*Task prompt*.
The line containing "width:54px; height:54px; display:grid;" marks the end; copy exactly all lines from the start of the material up to and including it.

*** Source material ***

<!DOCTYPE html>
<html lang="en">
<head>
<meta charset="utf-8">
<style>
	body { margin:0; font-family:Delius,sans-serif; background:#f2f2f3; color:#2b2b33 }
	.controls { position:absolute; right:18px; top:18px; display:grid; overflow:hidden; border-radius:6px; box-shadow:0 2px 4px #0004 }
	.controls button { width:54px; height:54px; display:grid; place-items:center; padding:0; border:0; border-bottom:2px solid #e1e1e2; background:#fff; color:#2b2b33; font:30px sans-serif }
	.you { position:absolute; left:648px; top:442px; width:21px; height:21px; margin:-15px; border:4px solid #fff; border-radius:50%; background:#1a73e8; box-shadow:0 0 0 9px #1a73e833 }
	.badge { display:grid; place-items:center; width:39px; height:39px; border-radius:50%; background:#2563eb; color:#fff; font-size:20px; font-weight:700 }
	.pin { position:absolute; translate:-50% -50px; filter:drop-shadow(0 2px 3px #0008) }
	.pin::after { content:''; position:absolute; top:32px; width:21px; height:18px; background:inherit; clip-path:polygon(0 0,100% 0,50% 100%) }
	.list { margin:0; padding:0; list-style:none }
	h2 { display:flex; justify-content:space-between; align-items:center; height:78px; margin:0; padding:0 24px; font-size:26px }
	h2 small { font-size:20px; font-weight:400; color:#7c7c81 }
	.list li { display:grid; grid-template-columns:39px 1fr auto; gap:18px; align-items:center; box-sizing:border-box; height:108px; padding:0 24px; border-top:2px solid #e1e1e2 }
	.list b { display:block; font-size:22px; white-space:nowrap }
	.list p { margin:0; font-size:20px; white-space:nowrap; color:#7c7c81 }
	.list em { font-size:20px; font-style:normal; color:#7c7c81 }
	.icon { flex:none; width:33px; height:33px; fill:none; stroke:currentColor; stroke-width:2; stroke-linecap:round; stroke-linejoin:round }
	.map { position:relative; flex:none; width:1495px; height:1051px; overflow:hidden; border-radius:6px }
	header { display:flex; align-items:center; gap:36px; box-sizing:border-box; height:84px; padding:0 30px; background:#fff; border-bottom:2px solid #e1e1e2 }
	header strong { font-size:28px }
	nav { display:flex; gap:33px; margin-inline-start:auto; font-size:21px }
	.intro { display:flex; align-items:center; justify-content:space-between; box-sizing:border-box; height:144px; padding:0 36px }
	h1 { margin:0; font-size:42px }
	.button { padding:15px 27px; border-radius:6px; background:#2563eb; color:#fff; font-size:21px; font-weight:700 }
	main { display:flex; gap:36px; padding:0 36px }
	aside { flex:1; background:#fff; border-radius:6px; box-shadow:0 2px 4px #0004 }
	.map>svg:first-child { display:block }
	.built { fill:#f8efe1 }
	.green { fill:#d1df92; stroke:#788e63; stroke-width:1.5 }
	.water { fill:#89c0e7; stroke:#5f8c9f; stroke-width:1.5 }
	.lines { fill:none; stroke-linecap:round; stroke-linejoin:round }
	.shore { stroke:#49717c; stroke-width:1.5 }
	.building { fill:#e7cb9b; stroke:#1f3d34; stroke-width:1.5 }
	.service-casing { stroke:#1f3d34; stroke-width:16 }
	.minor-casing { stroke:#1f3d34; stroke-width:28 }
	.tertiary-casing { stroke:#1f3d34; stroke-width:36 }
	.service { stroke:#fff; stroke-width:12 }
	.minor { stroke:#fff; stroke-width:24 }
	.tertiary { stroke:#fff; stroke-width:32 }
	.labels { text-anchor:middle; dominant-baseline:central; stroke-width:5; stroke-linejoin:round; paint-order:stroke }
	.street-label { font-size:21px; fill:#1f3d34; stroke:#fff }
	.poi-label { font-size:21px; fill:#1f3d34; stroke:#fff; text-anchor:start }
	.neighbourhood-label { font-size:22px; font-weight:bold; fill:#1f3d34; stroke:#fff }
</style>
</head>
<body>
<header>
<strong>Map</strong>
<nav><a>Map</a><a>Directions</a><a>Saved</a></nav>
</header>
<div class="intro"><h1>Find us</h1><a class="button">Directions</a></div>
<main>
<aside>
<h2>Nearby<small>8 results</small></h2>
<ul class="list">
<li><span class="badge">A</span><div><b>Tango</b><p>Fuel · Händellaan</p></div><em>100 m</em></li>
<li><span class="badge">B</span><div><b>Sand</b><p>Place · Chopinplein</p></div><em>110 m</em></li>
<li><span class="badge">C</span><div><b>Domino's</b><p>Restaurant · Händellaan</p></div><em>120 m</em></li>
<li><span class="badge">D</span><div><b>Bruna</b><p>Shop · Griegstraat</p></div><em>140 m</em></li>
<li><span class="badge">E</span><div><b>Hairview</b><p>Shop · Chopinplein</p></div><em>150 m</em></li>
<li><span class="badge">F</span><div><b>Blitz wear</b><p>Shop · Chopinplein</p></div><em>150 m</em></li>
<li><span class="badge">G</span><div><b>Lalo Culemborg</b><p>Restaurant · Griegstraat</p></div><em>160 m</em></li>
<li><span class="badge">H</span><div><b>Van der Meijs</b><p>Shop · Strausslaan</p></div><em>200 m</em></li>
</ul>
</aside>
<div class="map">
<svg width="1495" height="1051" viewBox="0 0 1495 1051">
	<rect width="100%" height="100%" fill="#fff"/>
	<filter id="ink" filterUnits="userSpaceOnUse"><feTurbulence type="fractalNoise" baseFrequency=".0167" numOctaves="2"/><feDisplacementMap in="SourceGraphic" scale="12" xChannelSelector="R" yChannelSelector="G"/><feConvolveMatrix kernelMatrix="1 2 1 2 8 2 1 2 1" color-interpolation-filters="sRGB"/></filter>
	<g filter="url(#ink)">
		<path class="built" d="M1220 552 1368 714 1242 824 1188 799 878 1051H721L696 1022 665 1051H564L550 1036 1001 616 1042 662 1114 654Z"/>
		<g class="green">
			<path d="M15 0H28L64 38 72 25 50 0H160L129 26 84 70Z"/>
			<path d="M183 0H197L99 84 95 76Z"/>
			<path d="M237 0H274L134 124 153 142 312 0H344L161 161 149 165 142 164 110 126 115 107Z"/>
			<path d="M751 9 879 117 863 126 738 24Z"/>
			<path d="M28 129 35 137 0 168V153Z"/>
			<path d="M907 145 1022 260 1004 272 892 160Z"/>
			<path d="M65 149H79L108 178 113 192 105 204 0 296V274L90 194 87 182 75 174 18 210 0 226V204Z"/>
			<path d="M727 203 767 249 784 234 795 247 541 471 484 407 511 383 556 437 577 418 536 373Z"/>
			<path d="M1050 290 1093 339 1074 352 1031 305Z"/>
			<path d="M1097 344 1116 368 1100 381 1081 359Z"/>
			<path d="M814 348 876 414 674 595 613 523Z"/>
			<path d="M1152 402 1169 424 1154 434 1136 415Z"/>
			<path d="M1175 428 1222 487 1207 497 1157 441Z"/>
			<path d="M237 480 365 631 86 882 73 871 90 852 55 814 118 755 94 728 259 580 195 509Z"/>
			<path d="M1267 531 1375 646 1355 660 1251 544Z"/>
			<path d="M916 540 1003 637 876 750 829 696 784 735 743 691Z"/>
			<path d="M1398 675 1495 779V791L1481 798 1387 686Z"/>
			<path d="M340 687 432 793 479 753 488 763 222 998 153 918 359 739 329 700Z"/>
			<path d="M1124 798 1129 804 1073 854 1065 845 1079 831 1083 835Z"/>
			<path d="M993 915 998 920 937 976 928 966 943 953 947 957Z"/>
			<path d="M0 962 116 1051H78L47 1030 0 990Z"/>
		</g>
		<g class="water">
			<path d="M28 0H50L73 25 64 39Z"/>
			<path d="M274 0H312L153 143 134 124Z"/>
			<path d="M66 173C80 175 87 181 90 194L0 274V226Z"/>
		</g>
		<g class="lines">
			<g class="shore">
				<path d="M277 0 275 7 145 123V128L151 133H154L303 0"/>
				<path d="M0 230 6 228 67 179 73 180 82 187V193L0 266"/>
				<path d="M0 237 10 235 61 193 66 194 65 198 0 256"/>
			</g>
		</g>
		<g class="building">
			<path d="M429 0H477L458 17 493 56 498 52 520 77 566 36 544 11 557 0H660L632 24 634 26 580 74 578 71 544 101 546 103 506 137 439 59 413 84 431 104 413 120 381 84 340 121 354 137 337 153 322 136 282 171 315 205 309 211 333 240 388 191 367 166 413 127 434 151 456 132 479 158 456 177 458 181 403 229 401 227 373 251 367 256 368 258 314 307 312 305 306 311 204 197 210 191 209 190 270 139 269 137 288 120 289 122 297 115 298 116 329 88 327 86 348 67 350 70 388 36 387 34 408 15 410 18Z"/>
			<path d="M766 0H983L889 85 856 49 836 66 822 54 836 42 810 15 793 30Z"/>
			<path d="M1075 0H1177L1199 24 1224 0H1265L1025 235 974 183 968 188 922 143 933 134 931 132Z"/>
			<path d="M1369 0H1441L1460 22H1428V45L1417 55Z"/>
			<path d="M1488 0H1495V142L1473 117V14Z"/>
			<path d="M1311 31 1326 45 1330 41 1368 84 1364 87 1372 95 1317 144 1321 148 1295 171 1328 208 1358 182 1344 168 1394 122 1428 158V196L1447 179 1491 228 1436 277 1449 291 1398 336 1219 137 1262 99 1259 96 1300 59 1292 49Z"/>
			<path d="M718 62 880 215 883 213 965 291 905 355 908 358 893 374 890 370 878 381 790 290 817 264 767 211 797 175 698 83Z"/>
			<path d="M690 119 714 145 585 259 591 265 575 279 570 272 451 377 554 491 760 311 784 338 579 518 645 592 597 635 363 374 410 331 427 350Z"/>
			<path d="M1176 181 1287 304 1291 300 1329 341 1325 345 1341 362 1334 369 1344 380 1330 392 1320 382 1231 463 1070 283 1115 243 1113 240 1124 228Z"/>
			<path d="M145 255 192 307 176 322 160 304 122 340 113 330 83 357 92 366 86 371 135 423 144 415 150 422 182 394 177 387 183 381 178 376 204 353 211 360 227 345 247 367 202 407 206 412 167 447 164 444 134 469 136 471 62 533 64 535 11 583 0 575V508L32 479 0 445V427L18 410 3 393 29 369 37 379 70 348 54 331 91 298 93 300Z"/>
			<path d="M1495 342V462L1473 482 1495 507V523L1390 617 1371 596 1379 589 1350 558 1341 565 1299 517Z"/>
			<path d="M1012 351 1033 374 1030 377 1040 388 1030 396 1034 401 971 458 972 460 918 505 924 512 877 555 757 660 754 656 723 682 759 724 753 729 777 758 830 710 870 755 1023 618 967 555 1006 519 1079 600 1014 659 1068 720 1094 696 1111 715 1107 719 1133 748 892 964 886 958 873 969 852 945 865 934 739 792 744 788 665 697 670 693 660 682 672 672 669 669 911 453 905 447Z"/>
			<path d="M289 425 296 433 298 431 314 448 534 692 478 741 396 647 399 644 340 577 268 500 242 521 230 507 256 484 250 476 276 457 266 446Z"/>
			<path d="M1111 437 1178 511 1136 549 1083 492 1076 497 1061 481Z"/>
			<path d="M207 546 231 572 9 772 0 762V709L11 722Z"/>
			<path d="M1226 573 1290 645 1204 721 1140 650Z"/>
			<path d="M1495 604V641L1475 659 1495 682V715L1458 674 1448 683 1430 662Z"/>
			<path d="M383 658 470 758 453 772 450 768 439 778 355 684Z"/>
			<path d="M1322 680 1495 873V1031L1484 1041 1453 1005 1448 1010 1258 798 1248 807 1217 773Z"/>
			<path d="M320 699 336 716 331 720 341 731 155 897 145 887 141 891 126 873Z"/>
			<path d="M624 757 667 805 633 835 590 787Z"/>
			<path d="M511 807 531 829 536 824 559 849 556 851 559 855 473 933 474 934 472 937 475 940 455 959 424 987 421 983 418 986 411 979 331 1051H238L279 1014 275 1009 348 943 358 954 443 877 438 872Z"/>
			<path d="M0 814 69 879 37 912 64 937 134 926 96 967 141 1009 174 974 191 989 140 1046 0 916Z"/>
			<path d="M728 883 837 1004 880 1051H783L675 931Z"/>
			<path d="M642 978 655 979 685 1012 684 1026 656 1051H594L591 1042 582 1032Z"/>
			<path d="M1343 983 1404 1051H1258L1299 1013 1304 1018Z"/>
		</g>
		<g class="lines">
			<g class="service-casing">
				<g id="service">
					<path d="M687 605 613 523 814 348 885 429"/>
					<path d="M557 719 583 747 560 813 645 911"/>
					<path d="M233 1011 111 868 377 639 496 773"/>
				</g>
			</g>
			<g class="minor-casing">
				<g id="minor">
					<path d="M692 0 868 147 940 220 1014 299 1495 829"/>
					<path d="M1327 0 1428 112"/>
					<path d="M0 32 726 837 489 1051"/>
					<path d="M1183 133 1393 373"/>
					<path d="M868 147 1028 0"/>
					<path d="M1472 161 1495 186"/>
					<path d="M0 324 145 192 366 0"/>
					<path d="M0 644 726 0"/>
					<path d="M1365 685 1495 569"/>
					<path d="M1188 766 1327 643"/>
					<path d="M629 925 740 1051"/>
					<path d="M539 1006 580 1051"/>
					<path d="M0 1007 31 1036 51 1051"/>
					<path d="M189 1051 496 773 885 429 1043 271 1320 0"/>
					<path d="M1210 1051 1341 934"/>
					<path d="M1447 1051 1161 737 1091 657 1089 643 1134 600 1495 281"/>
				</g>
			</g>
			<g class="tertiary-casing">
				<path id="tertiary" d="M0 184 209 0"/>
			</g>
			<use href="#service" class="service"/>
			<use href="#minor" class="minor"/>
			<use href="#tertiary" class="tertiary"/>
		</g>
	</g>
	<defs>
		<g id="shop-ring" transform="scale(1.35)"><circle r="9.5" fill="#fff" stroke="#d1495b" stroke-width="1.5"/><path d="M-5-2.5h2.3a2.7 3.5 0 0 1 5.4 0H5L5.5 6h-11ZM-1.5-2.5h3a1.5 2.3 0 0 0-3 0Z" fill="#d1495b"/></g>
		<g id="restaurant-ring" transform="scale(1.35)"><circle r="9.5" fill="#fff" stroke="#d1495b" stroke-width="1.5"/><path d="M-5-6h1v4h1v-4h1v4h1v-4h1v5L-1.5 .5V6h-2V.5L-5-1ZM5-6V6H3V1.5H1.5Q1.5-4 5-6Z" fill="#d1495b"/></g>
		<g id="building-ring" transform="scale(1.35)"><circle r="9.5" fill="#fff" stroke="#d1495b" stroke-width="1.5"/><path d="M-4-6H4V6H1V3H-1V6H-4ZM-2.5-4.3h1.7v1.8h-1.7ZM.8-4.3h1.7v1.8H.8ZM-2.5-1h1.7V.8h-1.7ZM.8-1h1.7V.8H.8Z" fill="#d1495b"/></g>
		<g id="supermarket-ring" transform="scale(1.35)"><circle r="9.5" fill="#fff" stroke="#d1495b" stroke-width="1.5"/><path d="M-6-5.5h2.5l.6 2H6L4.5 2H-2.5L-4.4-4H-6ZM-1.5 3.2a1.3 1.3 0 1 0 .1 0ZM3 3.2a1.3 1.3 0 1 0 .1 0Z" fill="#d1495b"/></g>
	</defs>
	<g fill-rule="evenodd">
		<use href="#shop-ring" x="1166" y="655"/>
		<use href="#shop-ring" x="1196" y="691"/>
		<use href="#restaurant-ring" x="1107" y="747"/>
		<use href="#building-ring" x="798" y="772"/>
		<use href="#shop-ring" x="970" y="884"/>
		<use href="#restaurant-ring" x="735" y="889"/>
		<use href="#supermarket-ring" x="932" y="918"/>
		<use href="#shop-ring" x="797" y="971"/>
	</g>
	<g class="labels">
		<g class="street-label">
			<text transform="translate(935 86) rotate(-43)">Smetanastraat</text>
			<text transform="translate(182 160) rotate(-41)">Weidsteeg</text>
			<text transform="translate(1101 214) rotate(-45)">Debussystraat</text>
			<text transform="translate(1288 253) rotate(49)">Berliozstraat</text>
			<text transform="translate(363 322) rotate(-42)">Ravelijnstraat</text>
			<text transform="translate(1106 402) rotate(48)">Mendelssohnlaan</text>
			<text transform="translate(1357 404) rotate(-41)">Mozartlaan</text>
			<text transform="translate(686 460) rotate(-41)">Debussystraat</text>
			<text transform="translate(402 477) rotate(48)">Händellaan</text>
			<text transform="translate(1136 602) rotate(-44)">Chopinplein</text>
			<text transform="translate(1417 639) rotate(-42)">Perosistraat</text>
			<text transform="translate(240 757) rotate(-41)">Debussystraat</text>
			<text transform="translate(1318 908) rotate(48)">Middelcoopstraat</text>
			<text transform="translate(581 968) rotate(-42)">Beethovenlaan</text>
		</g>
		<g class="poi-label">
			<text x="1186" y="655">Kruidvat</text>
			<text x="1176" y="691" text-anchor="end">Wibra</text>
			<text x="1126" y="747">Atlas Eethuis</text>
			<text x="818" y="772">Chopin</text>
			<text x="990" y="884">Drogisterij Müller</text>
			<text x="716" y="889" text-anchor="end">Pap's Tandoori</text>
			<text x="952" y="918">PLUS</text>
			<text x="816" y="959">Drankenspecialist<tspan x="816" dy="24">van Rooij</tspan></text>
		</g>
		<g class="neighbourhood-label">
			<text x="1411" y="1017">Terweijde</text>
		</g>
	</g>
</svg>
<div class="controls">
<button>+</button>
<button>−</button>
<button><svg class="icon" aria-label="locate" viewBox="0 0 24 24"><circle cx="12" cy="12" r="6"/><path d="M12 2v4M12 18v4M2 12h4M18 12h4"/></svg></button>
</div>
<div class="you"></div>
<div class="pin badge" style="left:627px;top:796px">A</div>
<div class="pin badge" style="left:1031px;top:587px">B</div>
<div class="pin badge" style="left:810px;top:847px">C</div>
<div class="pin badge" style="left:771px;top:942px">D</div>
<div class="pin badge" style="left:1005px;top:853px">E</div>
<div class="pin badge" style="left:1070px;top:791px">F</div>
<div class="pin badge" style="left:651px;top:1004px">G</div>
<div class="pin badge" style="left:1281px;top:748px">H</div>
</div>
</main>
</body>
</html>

***

*Task output*.
<!DOCTYPE html>
<html lang="en">
<head>
<meta charset="utf-8">
<style>
	body { margin:0; font-family:Delius,sans-serif; background:#f2f2f3; color:#2b2b33 }
	.controls { position:absolute; right:18px; top:18px; display:grid; overflow:hidden; border-radius:6px; box-shadow:0 2px 4px #0004 }
	.controls button { width:54px; height:54px; display:grid; place-items:center; padding:0; border:0; border-bottom:2px solid #e1e1e2; background:#fff; color:#2b2b33; font:30px sans-serif }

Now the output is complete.